My environment is 1 GPU. How do I adjust the training set?

JohnAILove commented 3 years ago

Zibin-Z commented 3 years ago

Hi,my environment is also 1 GPU. Have you successfully run the training file? Such as train_PBAFN_stage1.py?

JohnAILove commented 3 years ago

嗨，我的環境也是1個GPU。您是否成功運行了培訓文件？
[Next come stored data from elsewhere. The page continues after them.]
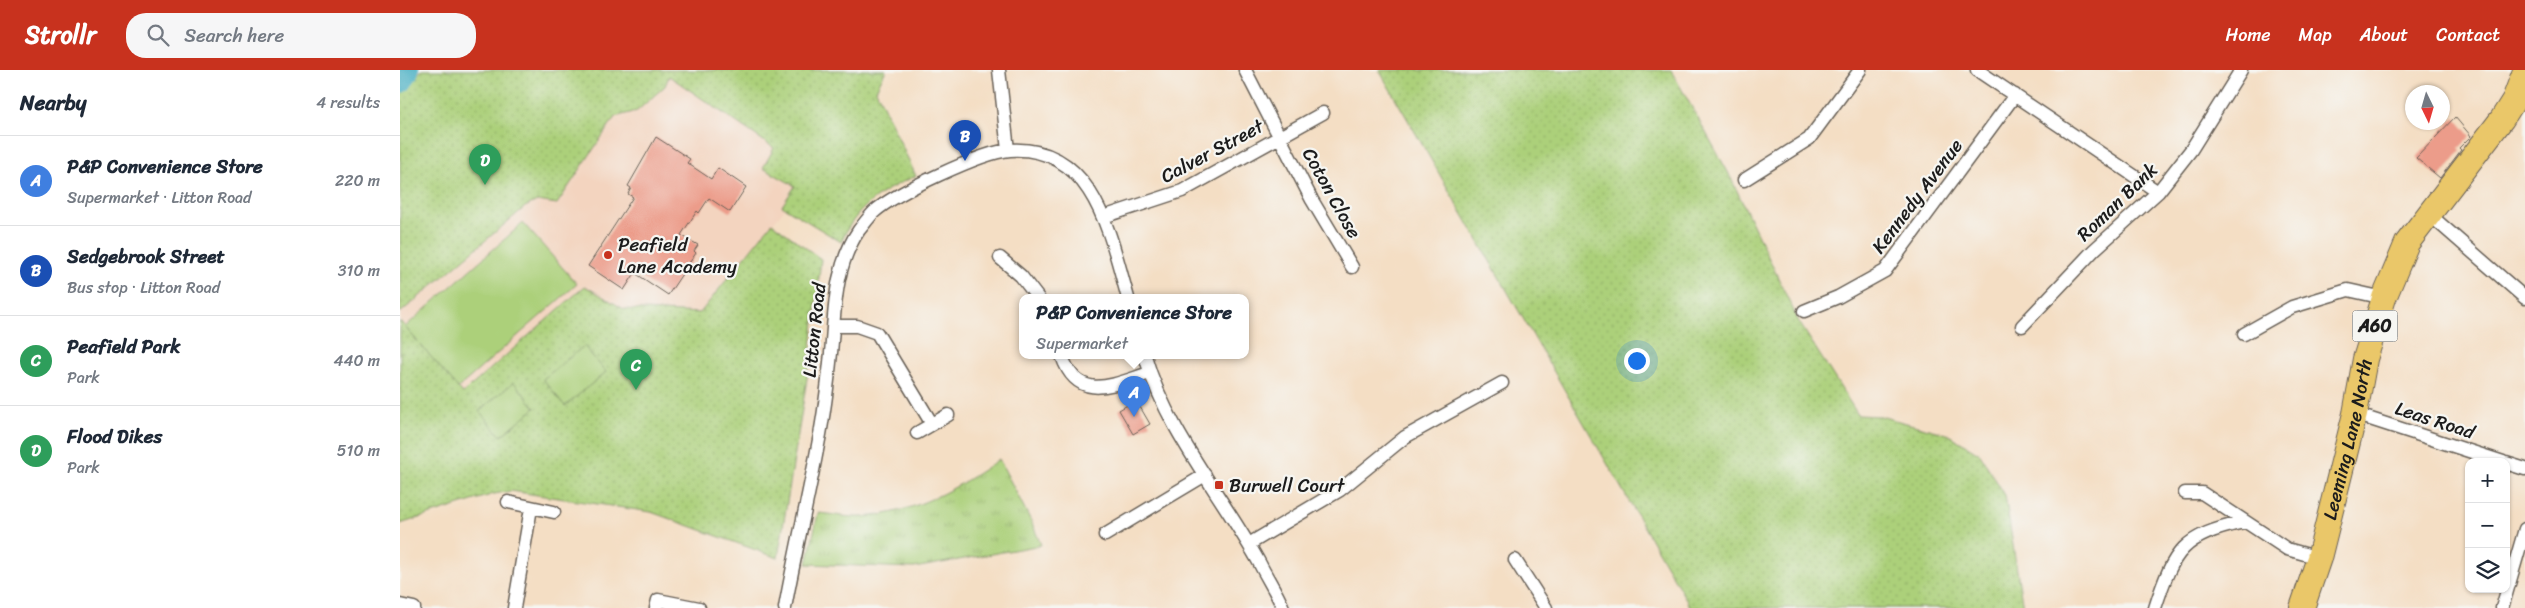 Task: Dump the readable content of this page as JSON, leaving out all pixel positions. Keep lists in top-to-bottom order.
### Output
{
  "streets": {
    "highway": ["A60", "Leeming Lane North"],
    "street": [
      "Calver Street",
      "Coton Close",
      "Kennedy Avenue",
      "Roman Bank",
      "Litton Road",
      "Leas Road"
    ]
  },
  "crossings": [
    ["Calver Street", "Coton Close"],
    ["Calver Street", "Litton Road"],
    ["Leas Road", "Leeming Lane North"]
  ],
  "places": {
    "other": ["Peafield Lane Academy"],
    "transit": ["Burwell Court"]
  },
  "north": "bottom",
  "page": {
    "header": "Strollr",
    "search": "Search here",
    "nav": [
      "Home",
      "Map",
      "About",
      "Contact"
    ],
    "heading": ["Nearby", "4 results"],
    "pins": [
      "B",
      "D",
      "C",
      "A"
    ],
    "list": [
      {
        "mark": "A",
        "name": "P&P Convenience Store",
        "note": "Supermarket · Litton Road",
        "value": "220 m"
      },
      {
        "mark": "B",
        "name": "Sedgebrook Street",
        "note": "Bus stop · Litton Road",
        "value": "310 m"
      },
      {
        "mark": "C",
        "name": "Peafield Park",
        "note": "Park",
        "value": "440 m"
      },
      {
        "mark": "D",
        "name": "Flood Dikes",
        "note": "Park",
        "value": "510 m"
      }
    ],
    "popup": ["P&P Convenience Store", "Supermarket"],
    "map_buttons": ["+", "−"]
  }
}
例如train_PBAFN_stage1.py？

not , -------------- End ---------------- THCudaCheck FAIL file=/pytorch/torch/csrc/cuda/Module.cpp line=33 error=10 : invalid device ordinal Traceback (most recent call last): File "train_PBAFN_stage1.py", line 30, in torch.cuda.set_device(opt.local_rank) File "/opt/conda/lib/python3.7/site-packages/torch/cuda/init.py", line 265, in set_device torch._C._cuda_setDevice(device) RuntimeError: cuda runtime error (10) : invalid device ordinal at /pytorch/torch/csrc/cuda/Module.cpp:33

but can Run the demo

We can find a solution together

geyuying commented 3 years ago

Our training code uses distributed data parallel (nn.DistributedDataParallel) in pytorch. If you want to train the model with one GPU, you need to remove DistributedDataParallel and move the model to GPU only by calling model.cuda(). You also need change the way to load data and you can refer to https://github.com/switchablenorms/DeepFashion_Try_On/blob/master/ACGPN_train/train.py

kris-yangjs commented 3 years ago

嗨，我的環境也是1個GPU。您是否成功運行了培訓文件？例如train_PBAFN_stage1.py？
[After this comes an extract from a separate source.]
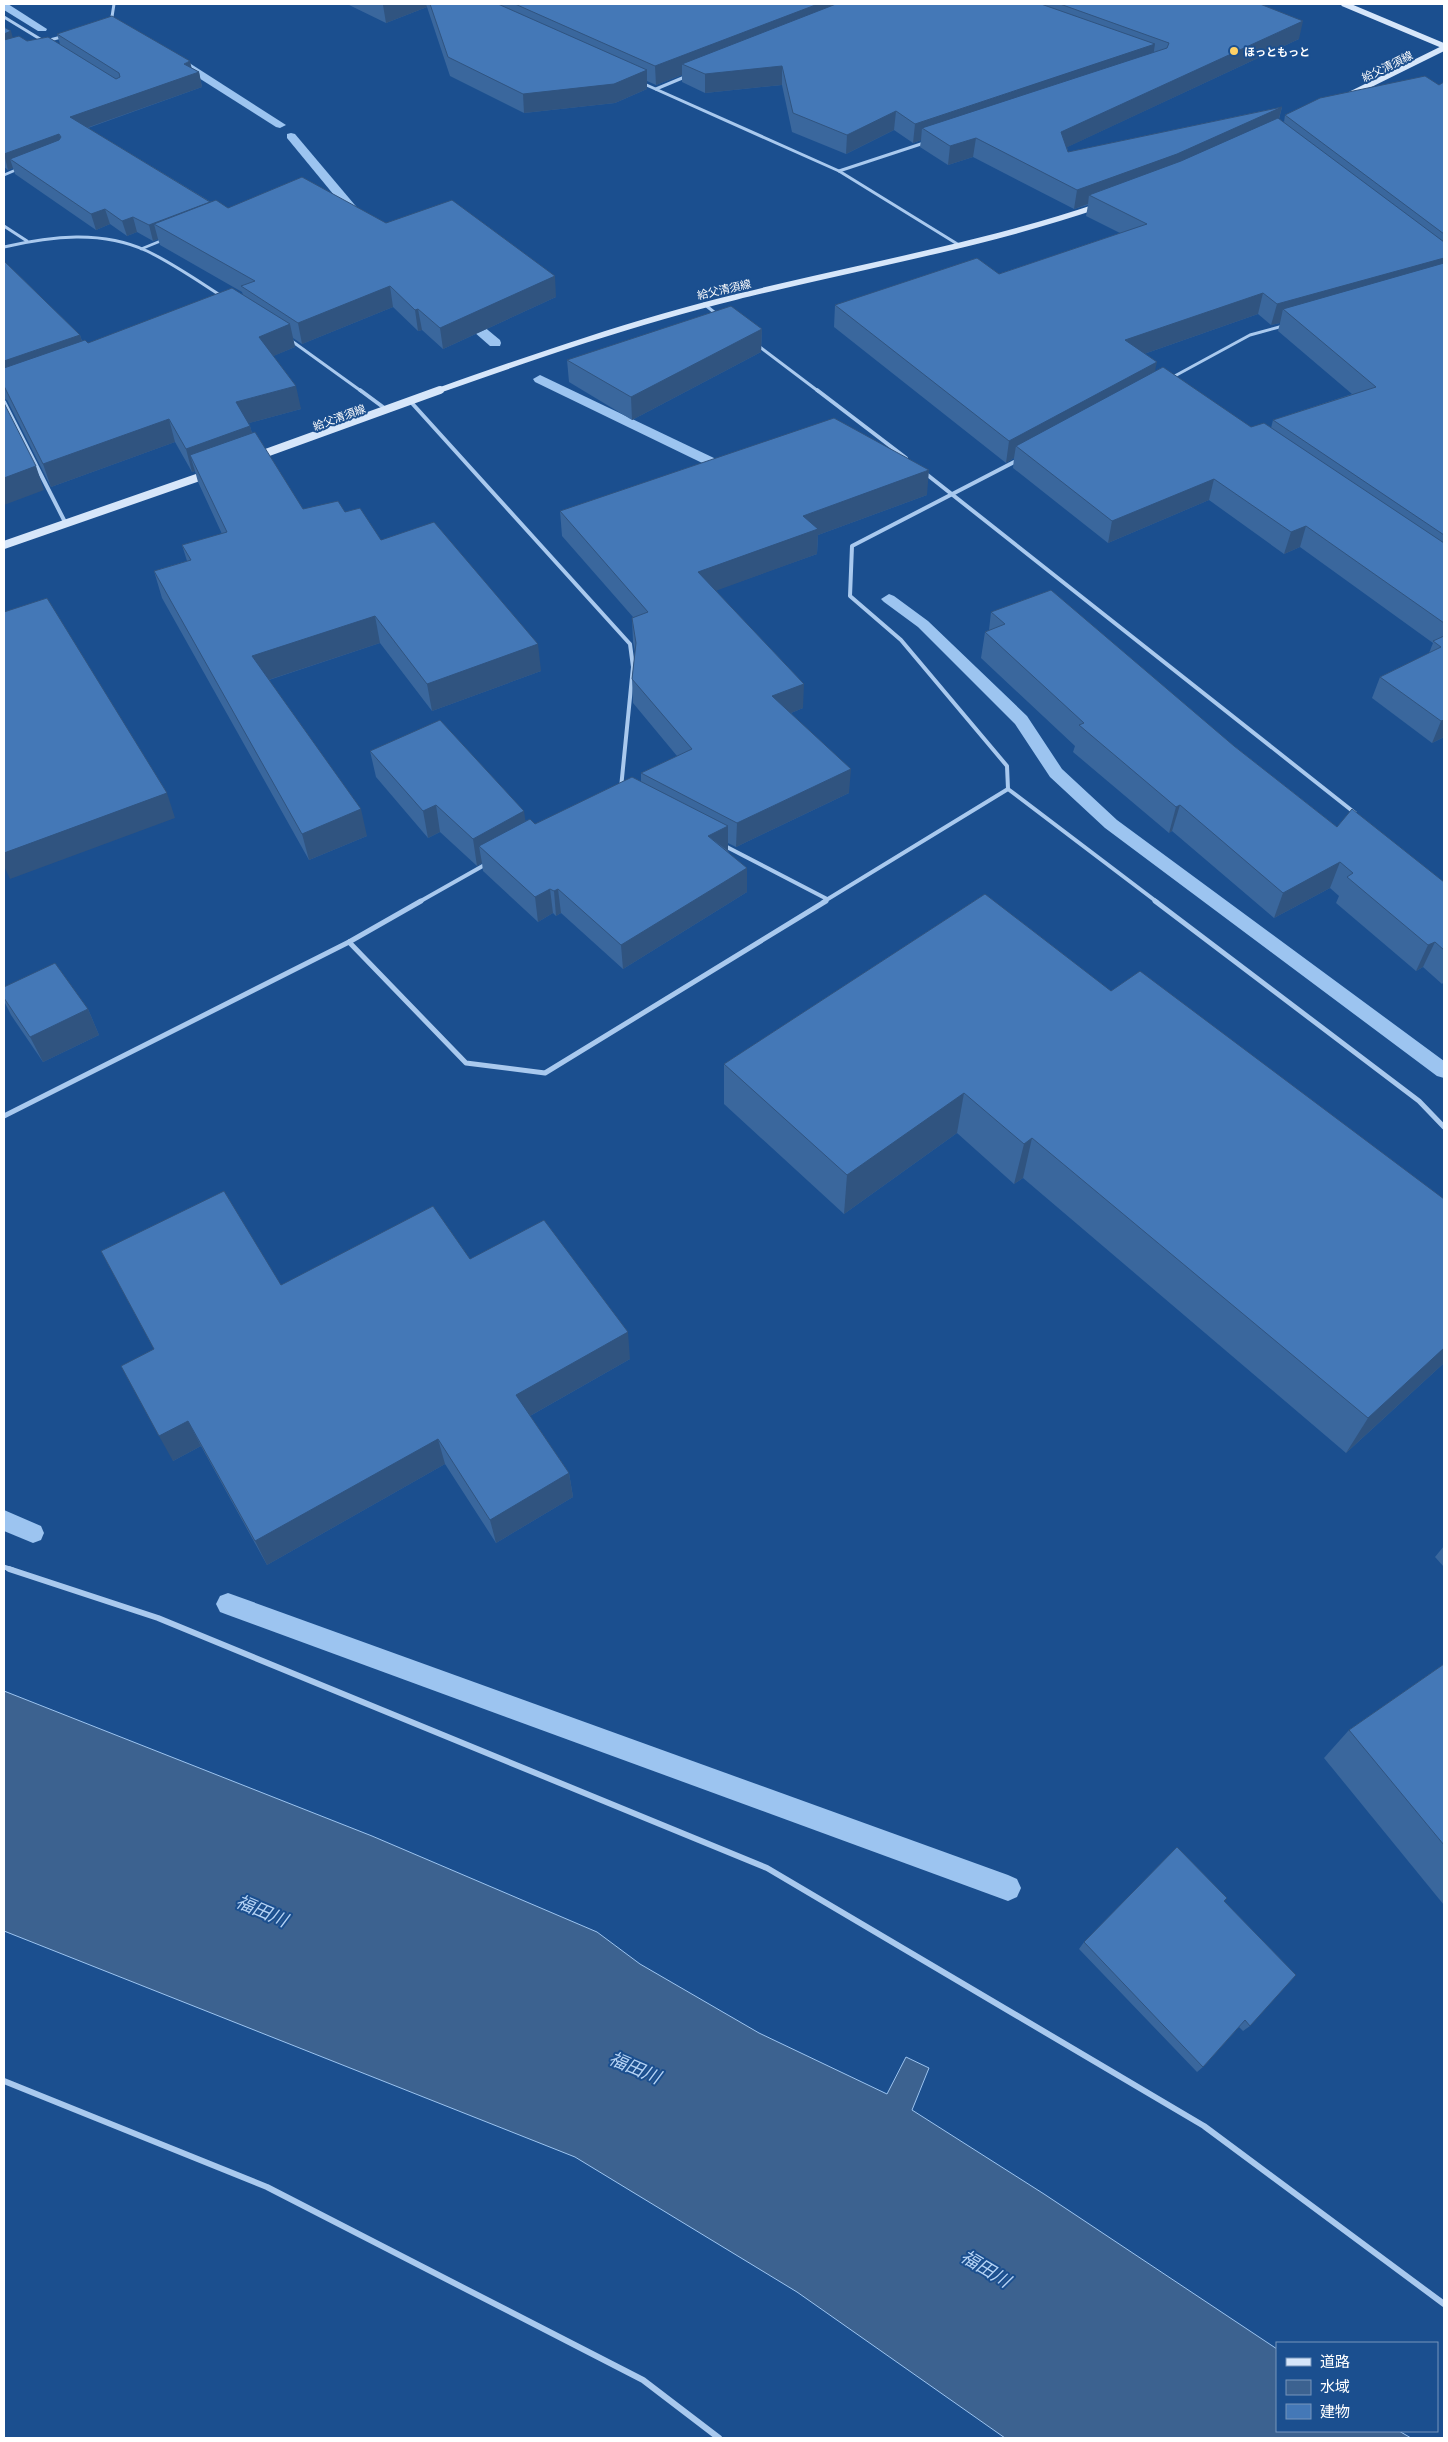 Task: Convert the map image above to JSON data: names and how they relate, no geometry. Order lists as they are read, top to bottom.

not , -------------- End ---------------- THCudaCheck FAIL file=/pytorch/torch/csrc/cuda/Module.cpp line=33 error=10 : invalid device ordinal Traceback (most recent call last): File "train_PBAFN_stage1.py", line 30, in torch.cuda.set_device(opt.local_rank) File "/opt/conda/lib/python3.7/site-packages/torch/cuda/init.py", line 265, in set_device torch._C._cuda_setDevice(device) RuntimeError: cuda runtime error (10) : invalid device ordinal at /pytorch/torch/csrc/cuda/Module.cpp:33

but can Run the demo

We can find a solution together

Have you successfully run after Ge's guidance?

Sam1224 commented 3 years ago

嗨，我的環境也是1個GPU。您是否成功運行了培訓文件？例如train_PBAFN_stage1.py？

not , -------------- End ---------------- THCudaCheck FAIL file=/pytorch/torch/csrc/cuda/Module.cpp line=33 error=10 : invalid device ordinal Traceback (most recent call last): File "train_PBAFN_stage1.py", line 30, in torch.cuda.set_device(opt.local_rank) File "/opt/conda/lib/python3.7/site-packages/torch/cuda/init.py", line 265, in set_device torch._C._cuda_setDevice(device) RuntimeError: cuda runtime error (10) : invalid device ordinal at /pytorch/torch/csrc/cuda/Module.cpp:33

but can Run the demo

We can find a solution together

Hey guys, I succeed in running the training code of the 1st stage with single GPU on Windows 10, maybe you could try my code, note that I strictly follow the instructions about the versions of modules provided by @geyuying.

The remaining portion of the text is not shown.